#### Work instruction
The lines below that include "from" are to be found and copied.

#### Extracted entries
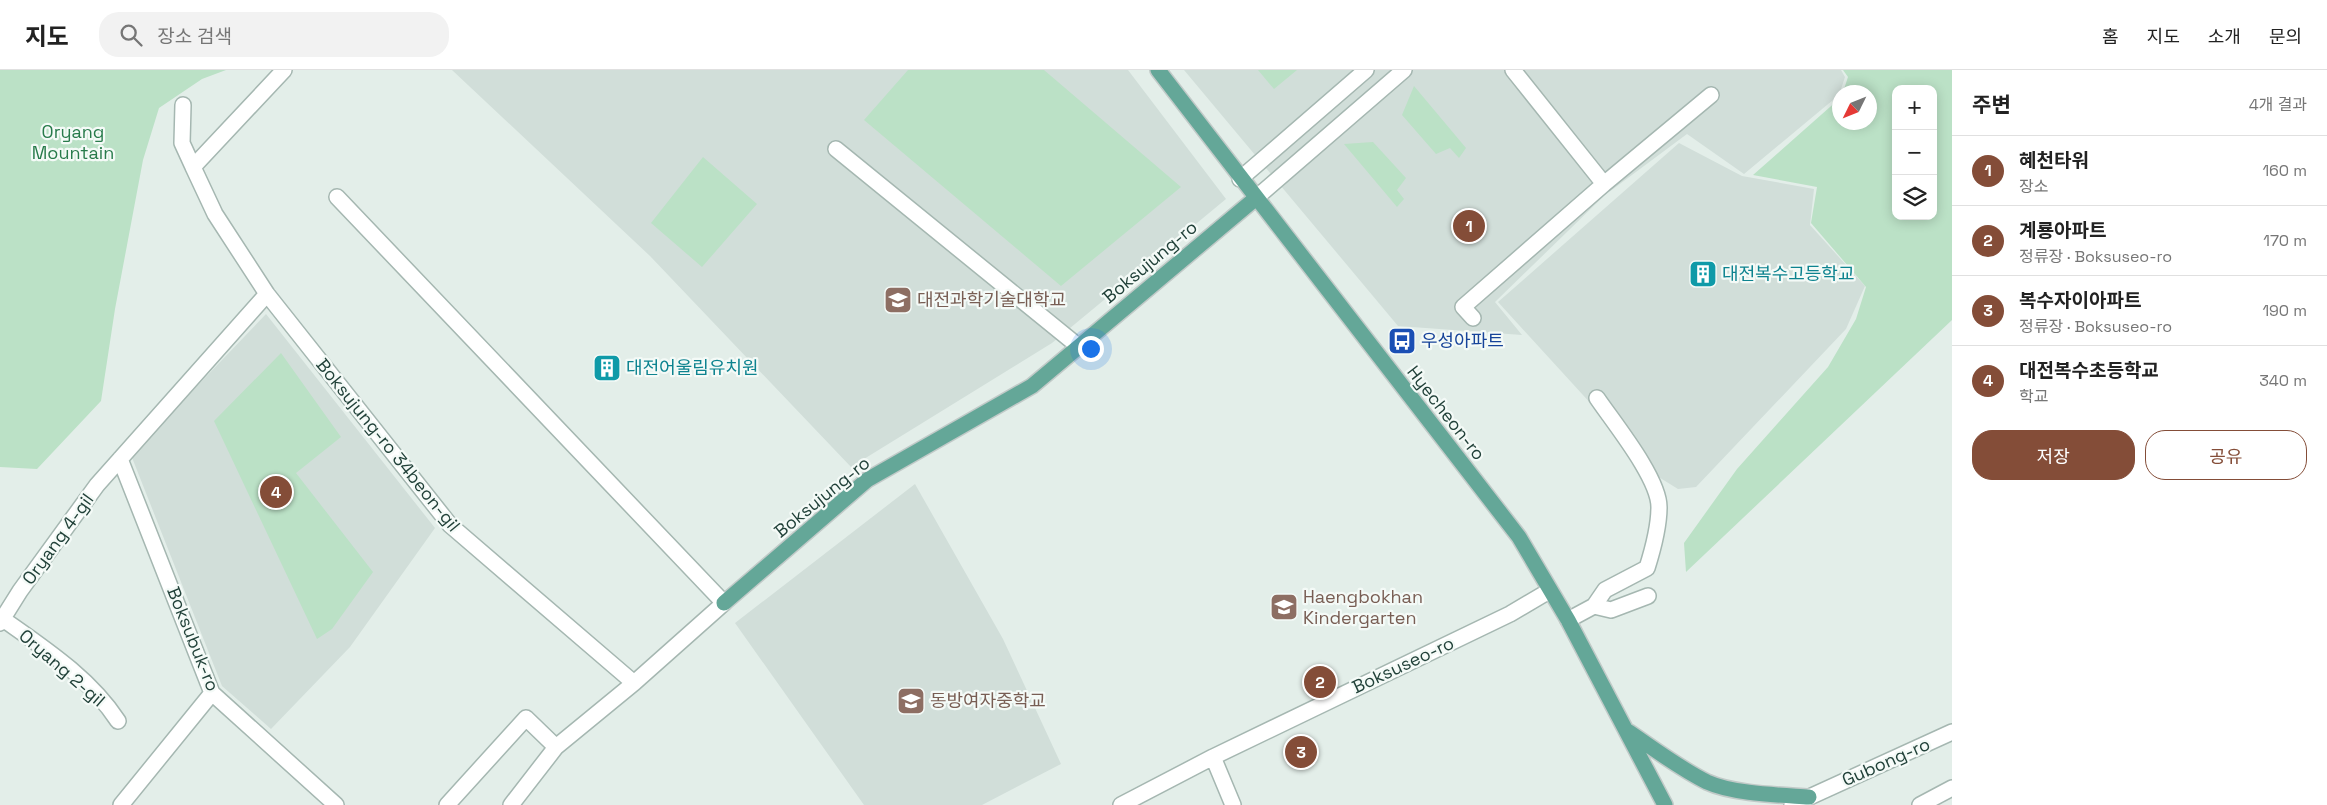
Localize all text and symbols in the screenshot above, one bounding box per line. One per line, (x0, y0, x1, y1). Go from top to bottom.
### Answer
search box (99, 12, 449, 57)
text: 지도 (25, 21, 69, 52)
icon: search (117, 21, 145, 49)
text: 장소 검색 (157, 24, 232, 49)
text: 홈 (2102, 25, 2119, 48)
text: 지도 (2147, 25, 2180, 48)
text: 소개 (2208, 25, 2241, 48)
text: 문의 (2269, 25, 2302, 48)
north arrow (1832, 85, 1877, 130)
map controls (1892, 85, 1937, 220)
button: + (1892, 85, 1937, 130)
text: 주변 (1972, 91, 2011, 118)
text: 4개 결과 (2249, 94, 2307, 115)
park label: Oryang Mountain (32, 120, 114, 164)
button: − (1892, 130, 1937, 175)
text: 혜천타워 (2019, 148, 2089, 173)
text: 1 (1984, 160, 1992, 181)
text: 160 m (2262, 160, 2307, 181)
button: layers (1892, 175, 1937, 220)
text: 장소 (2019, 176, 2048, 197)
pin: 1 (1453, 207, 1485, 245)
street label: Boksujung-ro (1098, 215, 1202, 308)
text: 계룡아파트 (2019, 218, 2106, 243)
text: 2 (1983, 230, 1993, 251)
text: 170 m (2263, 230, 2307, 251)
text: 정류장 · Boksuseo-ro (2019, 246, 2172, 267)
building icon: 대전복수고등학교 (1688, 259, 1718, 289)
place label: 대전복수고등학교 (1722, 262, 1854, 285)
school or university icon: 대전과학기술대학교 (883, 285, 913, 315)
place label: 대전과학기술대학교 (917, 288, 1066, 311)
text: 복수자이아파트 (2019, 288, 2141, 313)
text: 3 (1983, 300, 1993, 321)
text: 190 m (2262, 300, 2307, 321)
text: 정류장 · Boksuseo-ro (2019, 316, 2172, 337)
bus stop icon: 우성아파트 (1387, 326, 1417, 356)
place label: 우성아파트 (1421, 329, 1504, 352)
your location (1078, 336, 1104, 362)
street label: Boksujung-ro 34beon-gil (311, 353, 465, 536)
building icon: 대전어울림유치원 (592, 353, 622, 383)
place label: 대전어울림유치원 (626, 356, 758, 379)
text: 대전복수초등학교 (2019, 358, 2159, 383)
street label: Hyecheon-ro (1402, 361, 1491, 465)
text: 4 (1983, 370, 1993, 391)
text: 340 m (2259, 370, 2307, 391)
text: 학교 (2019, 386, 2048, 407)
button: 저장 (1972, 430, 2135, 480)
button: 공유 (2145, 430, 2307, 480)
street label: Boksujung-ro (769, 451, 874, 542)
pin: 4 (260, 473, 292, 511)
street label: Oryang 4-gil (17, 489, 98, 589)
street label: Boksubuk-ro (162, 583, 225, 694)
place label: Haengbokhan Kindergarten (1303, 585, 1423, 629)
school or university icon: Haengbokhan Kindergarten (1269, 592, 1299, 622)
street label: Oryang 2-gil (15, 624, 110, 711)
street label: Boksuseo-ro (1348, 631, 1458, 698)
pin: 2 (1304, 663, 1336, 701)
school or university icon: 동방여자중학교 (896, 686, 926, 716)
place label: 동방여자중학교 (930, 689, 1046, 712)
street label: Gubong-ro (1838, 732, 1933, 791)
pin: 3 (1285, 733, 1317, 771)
==
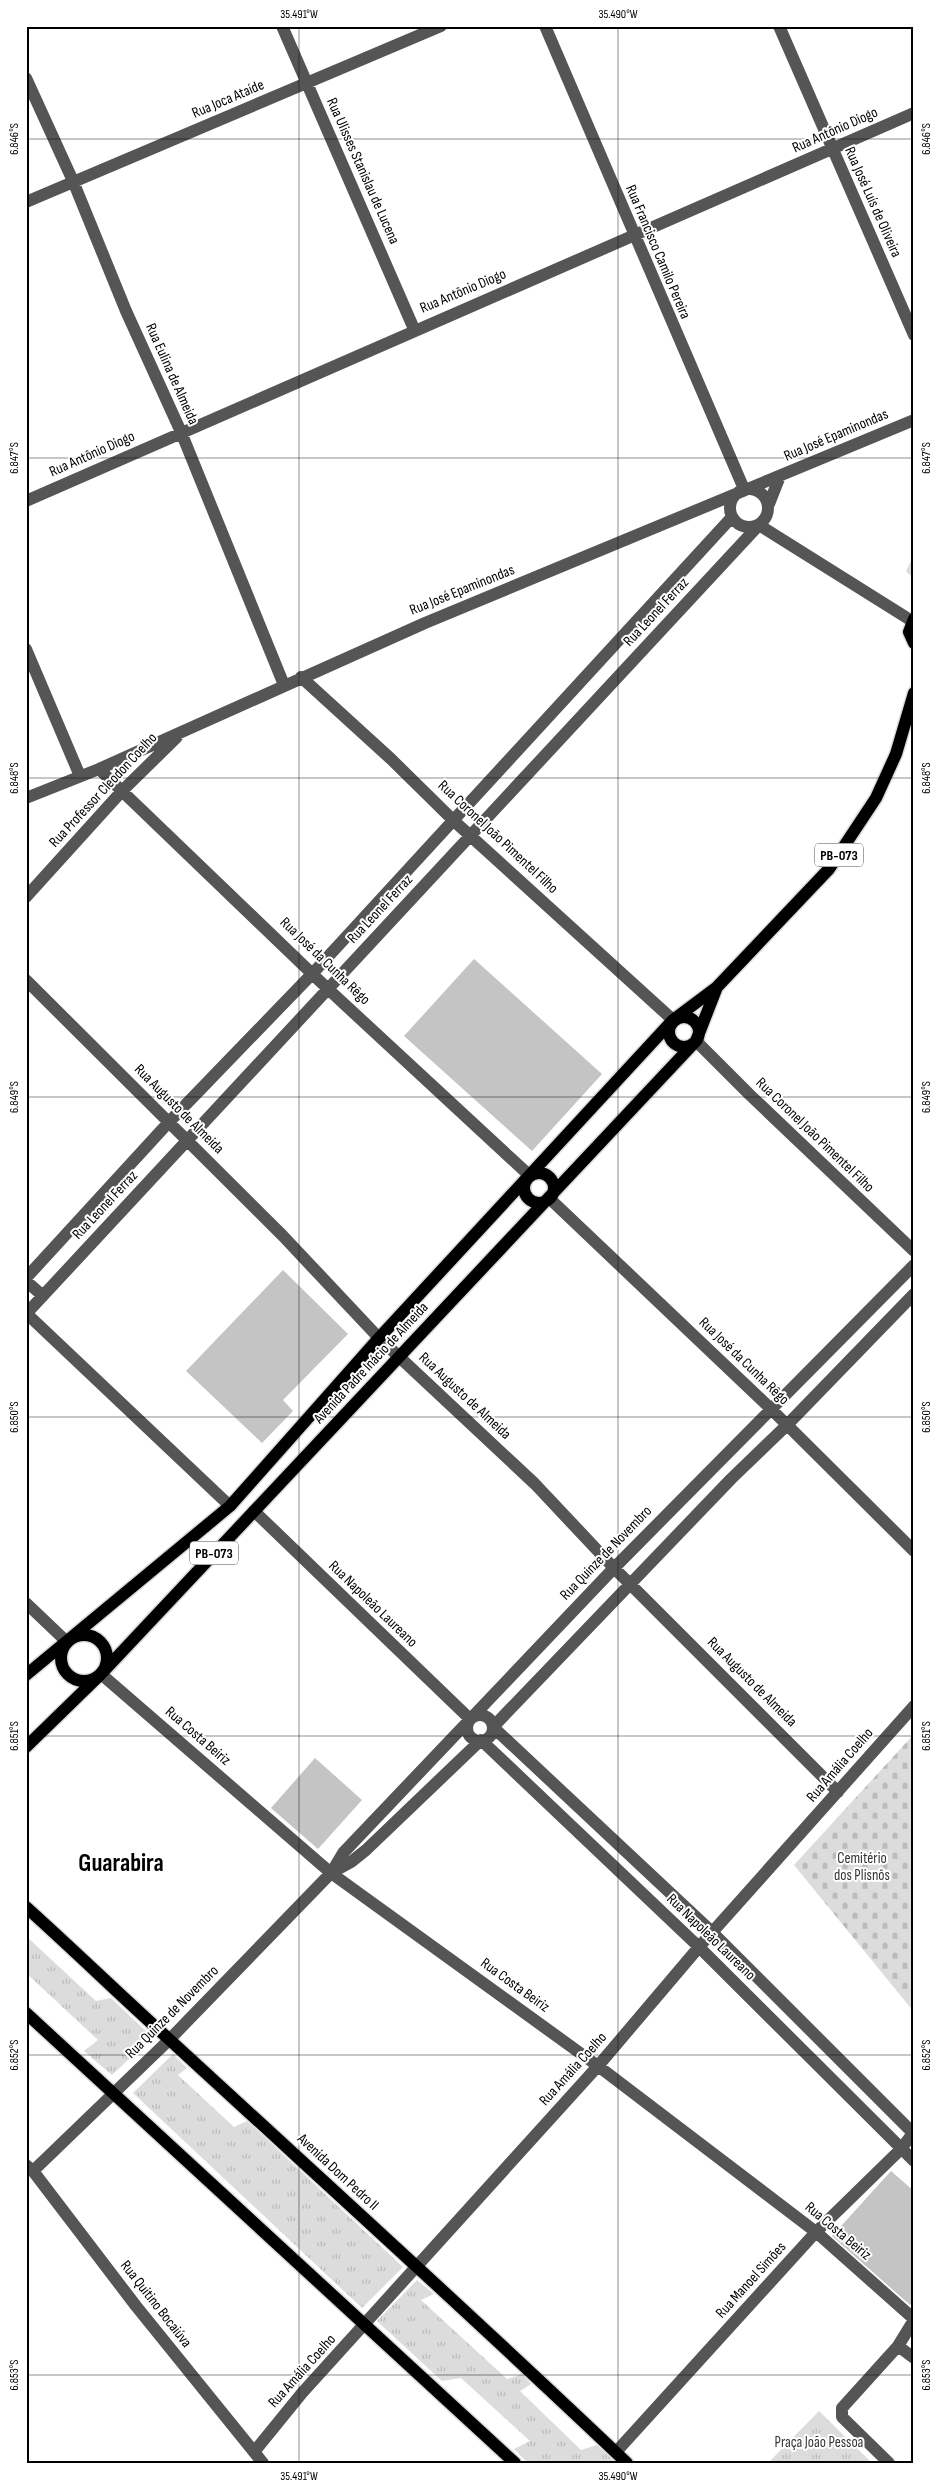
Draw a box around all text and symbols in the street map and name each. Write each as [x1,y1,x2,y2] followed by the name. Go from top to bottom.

#### The answer
Localize all text and symbols in the screenshot above, one bounding box per line. One per line, (x0, y0, x1, y1). Go from top to bottom.
Draw a box around all text and symbols in the street map and name each. Write each as [x1,y1,x2,y2] followed by the name. Go from top to bottom.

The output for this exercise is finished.